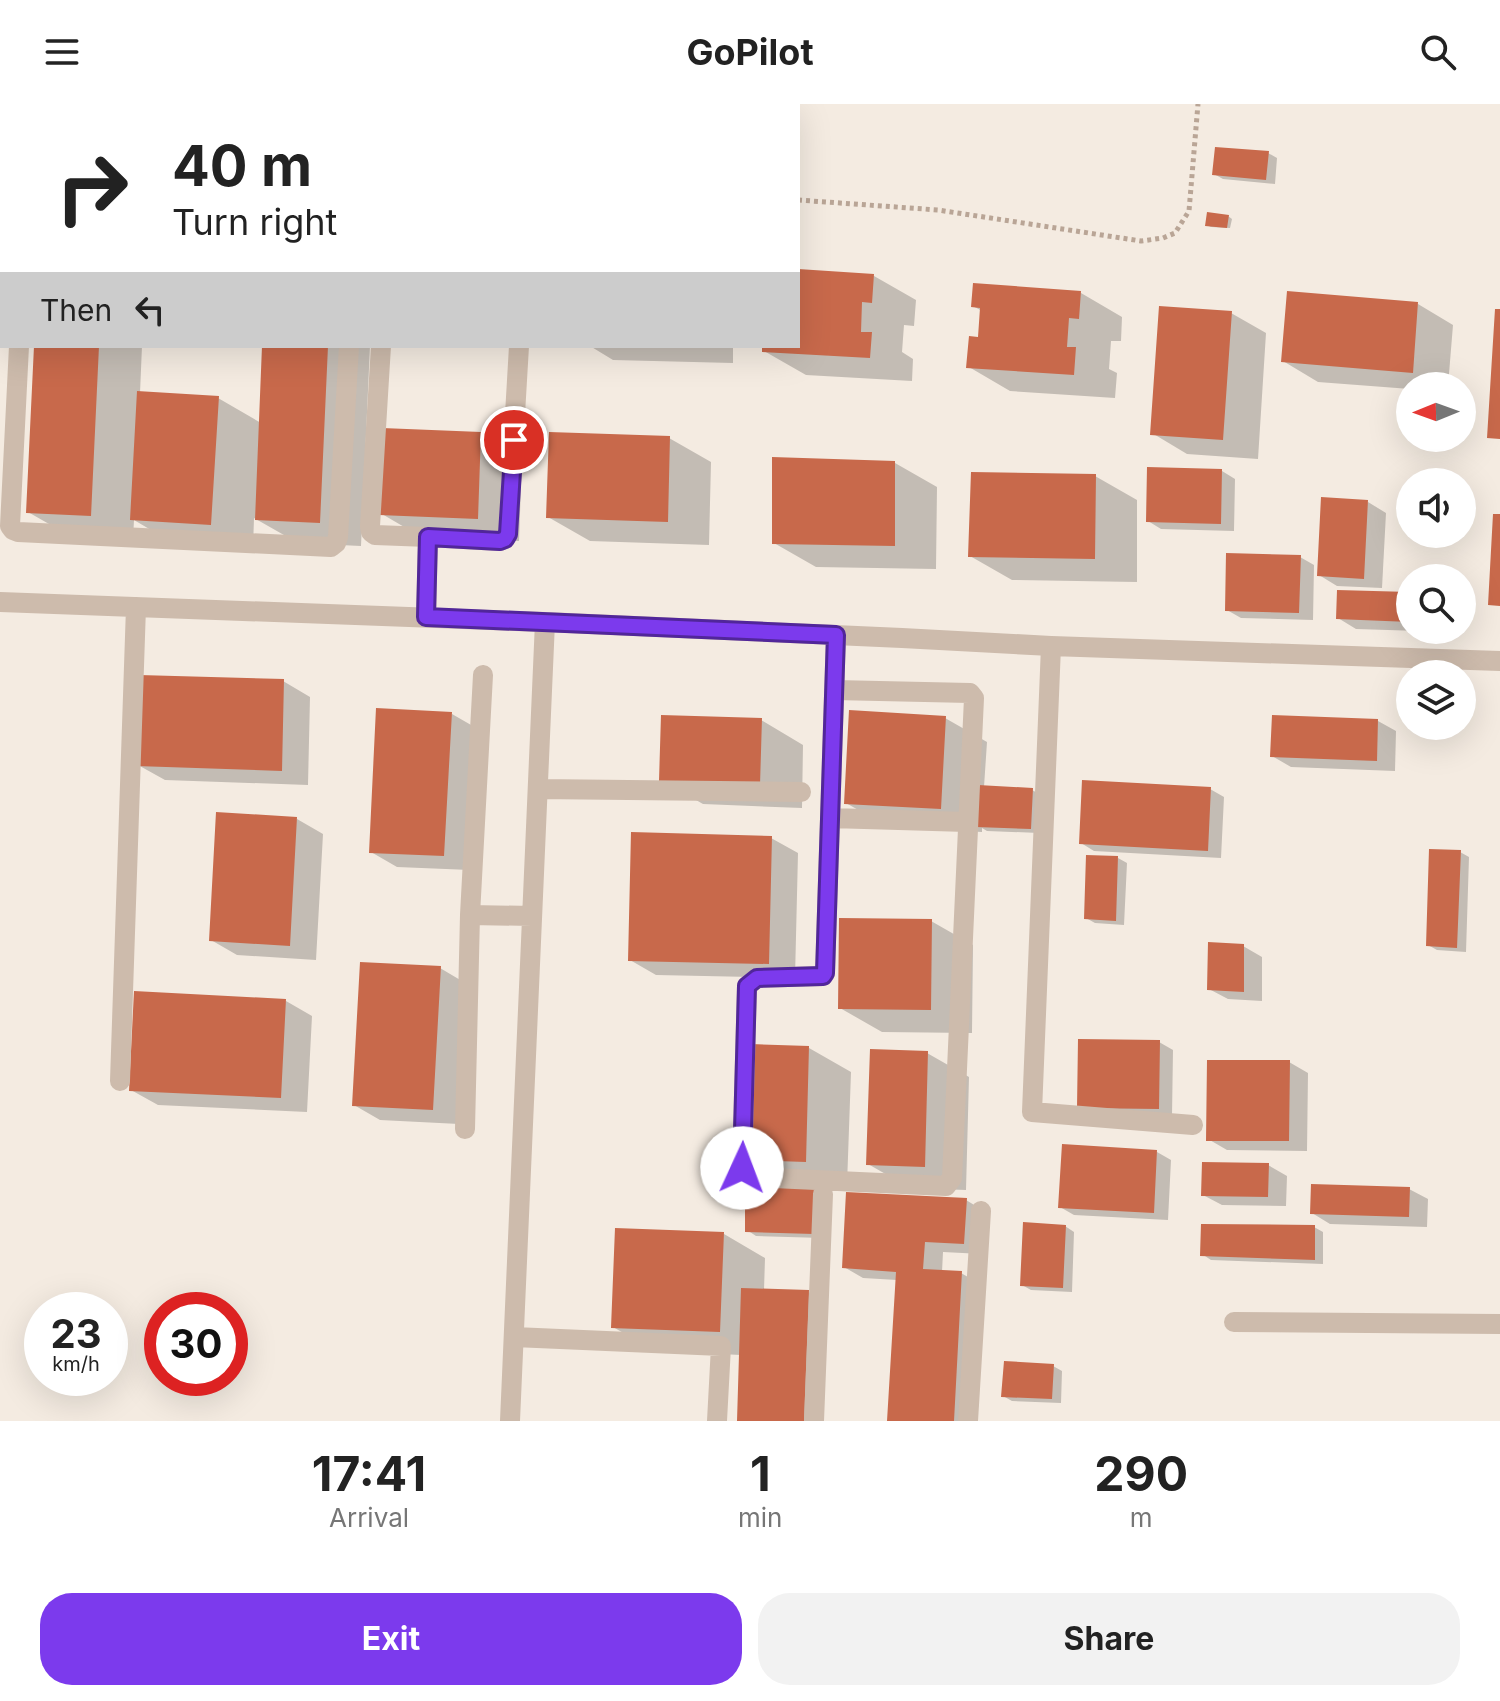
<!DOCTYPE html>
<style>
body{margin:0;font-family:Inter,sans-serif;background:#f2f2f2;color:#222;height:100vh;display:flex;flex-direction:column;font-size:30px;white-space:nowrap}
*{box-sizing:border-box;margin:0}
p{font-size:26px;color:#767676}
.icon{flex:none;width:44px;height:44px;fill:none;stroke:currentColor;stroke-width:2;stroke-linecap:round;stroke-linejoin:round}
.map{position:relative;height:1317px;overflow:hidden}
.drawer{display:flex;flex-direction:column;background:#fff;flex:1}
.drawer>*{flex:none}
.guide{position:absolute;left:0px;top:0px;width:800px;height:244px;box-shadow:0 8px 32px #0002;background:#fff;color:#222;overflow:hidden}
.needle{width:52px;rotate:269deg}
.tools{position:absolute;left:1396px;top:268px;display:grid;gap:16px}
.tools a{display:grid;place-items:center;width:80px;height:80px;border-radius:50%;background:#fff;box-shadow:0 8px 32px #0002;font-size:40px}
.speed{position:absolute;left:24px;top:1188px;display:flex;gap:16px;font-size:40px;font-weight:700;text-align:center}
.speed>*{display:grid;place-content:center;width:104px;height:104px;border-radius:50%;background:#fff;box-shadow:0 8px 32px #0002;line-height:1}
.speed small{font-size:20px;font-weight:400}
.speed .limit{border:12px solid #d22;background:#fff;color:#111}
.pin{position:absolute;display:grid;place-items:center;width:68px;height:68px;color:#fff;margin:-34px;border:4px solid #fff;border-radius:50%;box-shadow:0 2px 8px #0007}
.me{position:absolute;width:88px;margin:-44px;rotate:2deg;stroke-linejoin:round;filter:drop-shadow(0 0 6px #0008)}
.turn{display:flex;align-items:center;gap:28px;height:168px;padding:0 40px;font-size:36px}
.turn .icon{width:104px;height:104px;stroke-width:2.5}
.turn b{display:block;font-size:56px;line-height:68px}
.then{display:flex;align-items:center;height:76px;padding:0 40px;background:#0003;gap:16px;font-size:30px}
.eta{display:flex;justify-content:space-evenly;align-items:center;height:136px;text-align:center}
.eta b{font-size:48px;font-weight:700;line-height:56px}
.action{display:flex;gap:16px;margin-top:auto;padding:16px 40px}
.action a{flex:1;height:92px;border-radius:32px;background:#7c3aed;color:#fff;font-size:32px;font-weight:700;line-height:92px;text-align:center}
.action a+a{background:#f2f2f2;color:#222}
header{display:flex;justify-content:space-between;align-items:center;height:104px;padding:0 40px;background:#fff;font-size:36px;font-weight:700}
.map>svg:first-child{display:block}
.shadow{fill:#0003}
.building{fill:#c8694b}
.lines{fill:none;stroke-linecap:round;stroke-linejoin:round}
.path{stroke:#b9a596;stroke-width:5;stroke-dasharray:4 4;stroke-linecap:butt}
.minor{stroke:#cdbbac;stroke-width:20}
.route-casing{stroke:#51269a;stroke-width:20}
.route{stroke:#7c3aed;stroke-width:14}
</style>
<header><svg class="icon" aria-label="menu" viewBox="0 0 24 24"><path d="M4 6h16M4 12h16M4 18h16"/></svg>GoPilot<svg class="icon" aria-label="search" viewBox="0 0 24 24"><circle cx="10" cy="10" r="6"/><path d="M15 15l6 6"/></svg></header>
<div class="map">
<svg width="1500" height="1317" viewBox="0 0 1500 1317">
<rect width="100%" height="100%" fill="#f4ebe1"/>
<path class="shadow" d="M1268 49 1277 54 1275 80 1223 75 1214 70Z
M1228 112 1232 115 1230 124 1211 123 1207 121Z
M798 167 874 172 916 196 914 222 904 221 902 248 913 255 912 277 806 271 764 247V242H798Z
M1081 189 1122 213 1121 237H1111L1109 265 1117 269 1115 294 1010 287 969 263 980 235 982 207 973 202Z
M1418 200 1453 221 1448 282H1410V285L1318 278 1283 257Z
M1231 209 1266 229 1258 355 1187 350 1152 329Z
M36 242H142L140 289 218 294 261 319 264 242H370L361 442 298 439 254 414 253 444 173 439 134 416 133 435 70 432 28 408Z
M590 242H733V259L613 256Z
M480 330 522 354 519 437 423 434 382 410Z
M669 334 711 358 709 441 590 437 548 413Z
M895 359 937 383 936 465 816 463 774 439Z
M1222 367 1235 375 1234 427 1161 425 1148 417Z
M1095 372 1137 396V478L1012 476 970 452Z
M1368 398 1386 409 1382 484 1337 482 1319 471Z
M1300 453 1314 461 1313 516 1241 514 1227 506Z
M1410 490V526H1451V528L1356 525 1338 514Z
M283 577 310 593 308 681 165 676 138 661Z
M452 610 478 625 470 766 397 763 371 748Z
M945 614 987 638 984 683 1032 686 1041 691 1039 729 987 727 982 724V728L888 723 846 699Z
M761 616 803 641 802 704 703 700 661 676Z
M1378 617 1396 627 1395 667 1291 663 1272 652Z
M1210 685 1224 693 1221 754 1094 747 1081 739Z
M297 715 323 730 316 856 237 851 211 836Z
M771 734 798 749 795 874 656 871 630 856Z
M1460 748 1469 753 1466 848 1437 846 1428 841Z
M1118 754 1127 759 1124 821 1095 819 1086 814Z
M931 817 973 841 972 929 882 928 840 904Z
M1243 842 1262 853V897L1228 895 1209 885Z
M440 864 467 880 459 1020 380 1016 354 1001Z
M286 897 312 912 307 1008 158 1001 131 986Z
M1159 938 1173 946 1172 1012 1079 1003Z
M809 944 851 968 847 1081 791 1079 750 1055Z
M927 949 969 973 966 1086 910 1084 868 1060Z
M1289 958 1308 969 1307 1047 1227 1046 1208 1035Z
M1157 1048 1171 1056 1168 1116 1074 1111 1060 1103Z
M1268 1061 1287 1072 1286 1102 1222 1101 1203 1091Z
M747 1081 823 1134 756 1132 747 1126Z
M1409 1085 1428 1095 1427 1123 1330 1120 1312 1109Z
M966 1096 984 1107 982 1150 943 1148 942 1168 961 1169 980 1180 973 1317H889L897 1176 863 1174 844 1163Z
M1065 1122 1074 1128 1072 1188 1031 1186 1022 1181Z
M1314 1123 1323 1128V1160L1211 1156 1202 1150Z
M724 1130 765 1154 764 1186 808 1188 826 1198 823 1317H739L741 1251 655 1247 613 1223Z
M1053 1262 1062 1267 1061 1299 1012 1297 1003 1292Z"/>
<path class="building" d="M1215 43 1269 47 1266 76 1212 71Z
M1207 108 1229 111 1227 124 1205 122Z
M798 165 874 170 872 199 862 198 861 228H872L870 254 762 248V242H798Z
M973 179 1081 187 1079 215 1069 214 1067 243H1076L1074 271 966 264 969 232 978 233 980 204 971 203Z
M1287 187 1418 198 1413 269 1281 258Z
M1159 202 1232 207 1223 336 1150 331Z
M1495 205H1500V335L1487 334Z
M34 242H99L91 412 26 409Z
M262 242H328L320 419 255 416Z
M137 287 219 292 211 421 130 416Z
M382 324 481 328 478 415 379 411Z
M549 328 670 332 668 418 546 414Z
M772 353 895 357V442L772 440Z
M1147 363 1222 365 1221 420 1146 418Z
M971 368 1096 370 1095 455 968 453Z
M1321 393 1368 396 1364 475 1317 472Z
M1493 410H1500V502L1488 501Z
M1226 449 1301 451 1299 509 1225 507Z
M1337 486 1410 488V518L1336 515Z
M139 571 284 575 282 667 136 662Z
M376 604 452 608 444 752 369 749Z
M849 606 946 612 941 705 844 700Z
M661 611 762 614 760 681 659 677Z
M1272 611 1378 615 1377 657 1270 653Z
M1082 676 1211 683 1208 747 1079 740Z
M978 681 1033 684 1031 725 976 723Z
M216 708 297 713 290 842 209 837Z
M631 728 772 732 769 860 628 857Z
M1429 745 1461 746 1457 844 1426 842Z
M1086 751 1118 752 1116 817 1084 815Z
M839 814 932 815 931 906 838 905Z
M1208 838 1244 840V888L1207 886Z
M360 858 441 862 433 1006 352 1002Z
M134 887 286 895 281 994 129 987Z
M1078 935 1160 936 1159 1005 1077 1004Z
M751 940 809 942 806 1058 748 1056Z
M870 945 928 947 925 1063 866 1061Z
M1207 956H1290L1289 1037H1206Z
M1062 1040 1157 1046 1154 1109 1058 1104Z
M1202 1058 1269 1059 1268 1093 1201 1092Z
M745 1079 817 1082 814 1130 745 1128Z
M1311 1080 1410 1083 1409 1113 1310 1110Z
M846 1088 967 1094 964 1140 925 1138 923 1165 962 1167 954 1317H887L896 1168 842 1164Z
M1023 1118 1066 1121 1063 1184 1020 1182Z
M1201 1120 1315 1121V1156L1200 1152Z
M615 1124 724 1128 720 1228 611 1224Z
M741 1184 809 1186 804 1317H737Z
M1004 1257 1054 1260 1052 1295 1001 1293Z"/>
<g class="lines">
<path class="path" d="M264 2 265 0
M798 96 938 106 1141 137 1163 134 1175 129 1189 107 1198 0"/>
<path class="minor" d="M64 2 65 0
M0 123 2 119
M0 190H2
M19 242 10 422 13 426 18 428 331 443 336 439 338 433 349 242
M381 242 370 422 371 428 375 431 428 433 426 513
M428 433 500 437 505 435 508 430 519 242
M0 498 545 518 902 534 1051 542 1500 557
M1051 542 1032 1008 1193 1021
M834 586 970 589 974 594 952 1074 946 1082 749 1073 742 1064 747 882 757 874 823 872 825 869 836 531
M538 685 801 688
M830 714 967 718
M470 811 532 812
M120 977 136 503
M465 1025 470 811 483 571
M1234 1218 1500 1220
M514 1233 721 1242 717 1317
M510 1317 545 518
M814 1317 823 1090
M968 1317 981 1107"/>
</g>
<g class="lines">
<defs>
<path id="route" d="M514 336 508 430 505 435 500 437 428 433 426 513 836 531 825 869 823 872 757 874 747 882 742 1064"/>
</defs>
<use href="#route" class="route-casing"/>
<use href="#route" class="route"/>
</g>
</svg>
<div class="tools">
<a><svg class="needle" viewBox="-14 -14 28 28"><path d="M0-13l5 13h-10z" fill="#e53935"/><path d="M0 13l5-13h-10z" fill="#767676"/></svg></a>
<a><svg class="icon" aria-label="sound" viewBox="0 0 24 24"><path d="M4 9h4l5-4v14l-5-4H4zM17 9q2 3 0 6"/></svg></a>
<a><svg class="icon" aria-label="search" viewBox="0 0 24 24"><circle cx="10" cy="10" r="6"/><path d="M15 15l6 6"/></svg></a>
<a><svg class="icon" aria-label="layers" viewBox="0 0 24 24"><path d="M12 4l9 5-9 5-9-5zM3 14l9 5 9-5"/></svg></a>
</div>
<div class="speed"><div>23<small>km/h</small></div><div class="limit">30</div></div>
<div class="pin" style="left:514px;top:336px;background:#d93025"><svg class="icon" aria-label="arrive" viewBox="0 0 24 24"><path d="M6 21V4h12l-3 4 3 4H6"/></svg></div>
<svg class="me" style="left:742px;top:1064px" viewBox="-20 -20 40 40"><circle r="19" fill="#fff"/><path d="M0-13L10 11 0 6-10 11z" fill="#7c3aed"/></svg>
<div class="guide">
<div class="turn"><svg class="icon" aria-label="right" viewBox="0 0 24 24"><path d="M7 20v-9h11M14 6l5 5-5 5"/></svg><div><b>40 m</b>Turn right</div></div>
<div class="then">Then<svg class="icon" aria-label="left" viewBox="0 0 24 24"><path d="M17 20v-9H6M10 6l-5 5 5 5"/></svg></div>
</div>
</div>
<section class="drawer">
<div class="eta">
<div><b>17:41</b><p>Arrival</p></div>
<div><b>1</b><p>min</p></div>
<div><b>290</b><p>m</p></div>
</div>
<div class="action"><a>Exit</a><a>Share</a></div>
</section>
::::
## Task item
Reproduce each line of the material in which the string "tools" occurs.

## Answer section
.tools{position:absolute;left:1396px;top:268px;display:grid;gap:16px}
.tools a{display:grid;place-items:center;width:80px;height:80px;border-radius:50%;background:#fff;box-shadow:0 8px 32px #0002;font-size:40px}
<div class="tools">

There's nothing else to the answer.